Greedy Algorithms
Greedy algorithms make the best choice at each step, hoping it leads to the best overall solution. Sometimes it works perfectly, sometimes it doesn't. The trick is knowing when greedy is enough.
The Core Idea
At each decision point, pick the option that looks best right now. Don't look ahead, don't reconsider. Just grab the best thing available and move on.
Greedy works when a locally optimal choice leads to a globally optimal solution. This is called the "greedy choice property." Not all problems have it!
Classic: Jump Game
Can you reach the last index if each element tells you max jump length?
def canJump(nums):
max_reach = 0
for i, jump in enumerate(nums):
if i > max_reach:
return False # Can't reach here
max_reach = max(max_reach, i + jump)
return True
Classic: Activity Selection
Pick the maximum number of non-overlapping activities.
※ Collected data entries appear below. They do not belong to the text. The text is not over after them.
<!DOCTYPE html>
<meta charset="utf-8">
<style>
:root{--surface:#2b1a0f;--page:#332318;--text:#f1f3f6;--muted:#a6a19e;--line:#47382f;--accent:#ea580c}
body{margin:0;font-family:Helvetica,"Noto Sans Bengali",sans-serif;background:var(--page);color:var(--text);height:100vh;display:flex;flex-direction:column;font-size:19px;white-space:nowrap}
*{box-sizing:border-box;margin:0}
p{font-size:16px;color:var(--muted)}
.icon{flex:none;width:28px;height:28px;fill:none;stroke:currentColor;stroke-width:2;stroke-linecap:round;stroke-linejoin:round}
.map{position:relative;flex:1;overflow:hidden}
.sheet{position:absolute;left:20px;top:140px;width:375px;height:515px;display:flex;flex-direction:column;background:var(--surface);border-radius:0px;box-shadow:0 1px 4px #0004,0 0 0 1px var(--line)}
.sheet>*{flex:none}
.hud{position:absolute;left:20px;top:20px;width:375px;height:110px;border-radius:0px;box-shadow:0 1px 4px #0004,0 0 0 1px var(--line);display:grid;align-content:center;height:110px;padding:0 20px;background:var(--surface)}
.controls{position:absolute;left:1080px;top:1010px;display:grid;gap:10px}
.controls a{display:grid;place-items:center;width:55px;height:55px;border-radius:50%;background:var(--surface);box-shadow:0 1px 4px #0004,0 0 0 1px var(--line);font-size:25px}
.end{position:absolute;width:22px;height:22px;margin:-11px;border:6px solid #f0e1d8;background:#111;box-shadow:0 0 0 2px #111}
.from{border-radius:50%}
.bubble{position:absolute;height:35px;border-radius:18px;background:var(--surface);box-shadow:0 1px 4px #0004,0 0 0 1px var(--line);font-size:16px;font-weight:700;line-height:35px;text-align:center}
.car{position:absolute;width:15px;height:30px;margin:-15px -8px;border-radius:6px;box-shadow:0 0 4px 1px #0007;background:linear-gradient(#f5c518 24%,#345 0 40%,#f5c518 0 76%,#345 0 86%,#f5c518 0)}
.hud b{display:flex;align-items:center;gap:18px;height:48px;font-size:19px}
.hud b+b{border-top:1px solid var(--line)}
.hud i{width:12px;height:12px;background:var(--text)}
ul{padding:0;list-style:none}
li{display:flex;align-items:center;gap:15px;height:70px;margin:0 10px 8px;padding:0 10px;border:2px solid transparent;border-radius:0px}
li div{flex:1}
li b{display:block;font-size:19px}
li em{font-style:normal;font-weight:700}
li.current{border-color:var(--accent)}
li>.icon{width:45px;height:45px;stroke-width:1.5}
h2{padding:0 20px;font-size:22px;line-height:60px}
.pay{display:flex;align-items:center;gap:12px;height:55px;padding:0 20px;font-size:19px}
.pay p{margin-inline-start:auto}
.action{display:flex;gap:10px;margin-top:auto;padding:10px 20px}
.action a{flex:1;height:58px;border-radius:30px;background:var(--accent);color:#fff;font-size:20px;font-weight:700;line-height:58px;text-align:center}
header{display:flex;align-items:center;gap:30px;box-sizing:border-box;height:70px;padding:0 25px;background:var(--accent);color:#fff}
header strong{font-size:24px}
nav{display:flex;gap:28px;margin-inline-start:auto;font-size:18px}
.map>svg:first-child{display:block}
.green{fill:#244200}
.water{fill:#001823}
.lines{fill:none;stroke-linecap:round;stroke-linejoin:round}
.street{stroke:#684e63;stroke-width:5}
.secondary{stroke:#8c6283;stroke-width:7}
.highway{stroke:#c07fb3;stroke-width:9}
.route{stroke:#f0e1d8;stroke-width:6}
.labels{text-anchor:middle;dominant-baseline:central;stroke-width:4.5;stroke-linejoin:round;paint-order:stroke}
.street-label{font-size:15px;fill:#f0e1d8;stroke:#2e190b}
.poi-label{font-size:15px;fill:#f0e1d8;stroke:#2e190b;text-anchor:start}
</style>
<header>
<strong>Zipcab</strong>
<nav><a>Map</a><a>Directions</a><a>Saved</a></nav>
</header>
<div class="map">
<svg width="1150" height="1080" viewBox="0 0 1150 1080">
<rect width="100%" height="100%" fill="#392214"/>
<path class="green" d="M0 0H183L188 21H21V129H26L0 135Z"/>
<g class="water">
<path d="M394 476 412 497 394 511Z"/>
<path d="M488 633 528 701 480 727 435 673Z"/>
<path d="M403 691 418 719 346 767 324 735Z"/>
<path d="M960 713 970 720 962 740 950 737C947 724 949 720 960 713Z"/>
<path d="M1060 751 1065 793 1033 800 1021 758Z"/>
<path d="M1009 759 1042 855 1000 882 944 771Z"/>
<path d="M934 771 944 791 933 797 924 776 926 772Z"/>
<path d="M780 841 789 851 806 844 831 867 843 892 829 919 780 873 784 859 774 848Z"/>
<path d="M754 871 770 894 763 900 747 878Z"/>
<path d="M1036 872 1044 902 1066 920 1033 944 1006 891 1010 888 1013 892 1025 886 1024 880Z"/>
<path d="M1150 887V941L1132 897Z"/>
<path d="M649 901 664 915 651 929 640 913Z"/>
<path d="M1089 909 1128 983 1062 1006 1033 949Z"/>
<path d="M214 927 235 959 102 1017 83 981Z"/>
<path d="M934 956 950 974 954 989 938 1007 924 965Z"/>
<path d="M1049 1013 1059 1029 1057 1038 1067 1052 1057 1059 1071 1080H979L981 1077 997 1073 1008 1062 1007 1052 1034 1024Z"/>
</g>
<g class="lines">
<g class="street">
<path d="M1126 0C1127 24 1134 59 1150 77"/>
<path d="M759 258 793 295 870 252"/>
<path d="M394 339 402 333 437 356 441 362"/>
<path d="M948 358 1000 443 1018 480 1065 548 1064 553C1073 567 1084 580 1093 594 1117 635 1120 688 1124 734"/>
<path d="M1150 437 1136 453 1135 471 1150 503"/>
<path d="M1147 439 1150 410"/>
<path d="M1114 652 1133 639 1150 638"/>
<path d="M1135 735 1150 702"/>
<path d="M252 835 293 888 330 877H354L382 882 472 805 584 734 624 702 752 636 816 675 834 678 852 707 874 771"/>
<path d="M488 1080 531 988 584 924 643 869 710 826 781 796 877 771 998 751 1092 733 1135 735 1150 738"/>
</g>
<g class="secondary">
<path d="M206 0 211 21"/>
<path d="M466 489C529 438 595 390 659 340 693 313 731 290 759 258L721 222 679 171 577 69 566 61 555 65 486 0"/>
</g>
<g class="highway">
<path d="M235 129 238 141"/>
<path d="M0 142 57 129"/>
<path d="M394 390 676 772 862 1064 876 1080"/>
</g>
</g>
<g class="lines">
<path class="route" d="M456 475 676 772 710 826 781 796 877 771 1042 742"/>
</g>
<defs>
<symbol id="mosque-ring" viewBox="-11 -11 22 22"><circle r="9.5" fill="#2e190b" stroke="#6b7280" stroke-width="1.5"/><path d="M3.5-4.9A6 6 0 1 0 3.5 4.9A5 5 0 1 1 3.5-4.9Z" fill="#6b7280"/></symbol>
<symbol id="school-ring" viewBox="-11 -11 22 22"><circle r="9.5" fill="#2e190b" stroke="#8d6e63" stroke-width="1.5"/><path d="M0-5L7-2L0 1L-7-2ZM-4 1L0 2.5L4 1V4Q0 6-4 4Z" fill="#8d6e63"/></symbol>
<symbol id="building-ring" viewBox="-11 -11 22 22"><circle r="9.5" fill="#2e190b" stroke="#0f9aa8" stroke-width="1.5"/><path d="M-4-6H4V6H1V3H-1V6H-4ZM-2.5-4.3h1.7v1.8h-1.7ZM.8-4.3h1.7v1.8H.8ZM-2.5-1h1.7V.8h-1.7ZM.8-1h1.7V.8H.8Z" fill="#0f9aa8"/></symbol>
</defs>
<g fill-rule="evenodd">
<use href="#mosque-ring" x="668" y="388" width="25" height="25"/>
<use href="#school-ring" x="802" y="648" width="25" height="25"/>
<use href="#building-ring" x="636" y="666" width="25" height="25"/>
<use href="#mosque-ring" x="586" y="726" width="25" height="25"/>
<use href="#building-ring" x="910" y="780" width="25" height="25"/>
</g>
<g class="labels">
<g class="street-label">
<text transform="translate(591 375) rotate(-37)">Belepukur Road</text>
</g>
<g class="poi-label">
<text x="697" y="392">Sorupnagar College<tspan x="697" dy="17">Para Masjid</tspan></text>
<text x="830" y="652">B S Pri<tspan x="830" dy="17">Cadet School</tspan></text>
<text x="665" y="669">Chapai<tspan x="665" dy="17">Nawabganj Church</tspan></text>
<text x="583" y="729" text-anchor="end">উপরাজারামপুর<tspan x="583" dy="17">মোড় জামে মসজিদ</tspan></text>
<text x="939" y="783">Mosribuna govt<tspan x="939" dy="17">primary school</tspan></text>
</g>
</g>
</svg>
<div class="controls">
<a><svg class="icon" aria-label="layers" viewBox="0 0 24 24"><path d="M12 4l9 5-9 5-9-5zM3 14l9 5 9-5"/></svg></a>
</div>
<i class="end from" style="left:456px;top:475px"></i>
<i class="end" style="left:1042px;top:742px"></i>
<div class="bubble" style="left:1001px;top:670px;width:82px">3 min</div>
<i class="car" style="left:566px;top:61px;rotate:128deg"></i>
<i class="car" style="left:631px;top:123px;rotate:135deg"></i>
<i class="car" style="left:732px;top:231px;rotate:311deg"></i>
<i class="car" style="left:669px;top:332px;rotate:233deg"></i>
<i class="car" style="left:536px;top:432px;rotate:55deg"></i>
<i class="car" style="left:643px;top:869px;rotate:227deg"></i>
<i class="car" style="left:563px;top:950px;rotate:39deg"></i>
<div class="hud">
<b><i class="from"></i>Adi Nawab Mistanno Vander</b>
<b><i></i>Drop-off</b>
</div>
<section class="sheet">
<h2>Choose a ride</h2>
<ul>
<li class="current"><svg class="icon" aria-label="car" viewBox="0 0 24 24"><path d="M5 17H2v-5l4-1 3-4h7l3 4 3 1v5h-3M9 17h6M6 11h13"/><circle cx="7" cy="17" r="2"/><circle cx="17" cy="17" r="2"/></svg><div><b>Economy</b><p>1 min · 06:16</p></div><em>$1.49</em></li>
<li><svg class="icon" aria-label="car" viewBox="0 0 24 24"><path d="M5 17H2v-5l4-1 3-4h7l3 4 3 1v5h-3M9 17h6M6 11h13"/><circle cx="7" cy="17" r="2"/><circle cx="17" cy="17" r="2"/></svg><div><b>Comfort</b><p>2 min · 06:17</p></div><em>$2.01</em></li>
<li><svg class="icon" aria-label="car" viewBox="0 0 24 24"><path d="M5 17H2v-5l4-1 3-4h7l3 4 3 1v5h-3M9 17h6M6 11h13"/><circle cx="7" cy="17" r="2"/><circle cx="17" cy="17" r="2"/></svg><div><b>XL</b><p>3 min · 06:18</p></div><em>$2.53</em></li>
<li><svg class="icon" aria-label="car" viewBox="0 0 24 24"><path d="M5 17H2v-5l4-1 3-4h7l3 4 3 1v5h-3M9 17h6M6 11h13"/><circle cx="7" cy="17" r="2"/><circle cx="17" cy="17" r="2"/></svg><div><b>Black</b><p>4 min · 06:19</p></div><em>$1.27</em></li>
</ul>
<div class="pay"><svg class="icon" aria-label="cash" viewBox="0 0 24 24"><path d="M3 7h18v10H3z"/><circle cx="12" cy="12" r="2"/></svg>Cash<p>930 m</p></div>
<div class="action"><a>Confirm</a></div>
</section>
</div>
Greedy: always pick the one that ends earliest.
def maxActivities(activities):
# Sort by end time
activities.sort(key=lambda x: x[1])
count = 0
last_end = 0
for start, end in activities:
if start >= last_end:
count += 1
last_end = end
return count
When Greedy Works
- Interval scheduling - Pick by earliest end time
- Huffman coding - Merge smallest frequencies
- Coin change - Only with "nice" denominations
- Fractional knapsack - Pick highest value/weight ratio
- Gas station - Start from the right point
Coin change with arbitrary denominations (try coins [1, 3, 4] and amount 6 - greedy gives 4+1+1 but optimal is 3+3). When in doubt, use DP.
Proving Greedy Works
If you need to prove it: show that the greedy choice is always part of some optimal solution, and that after making it, you have a smaller subproblem of the same type.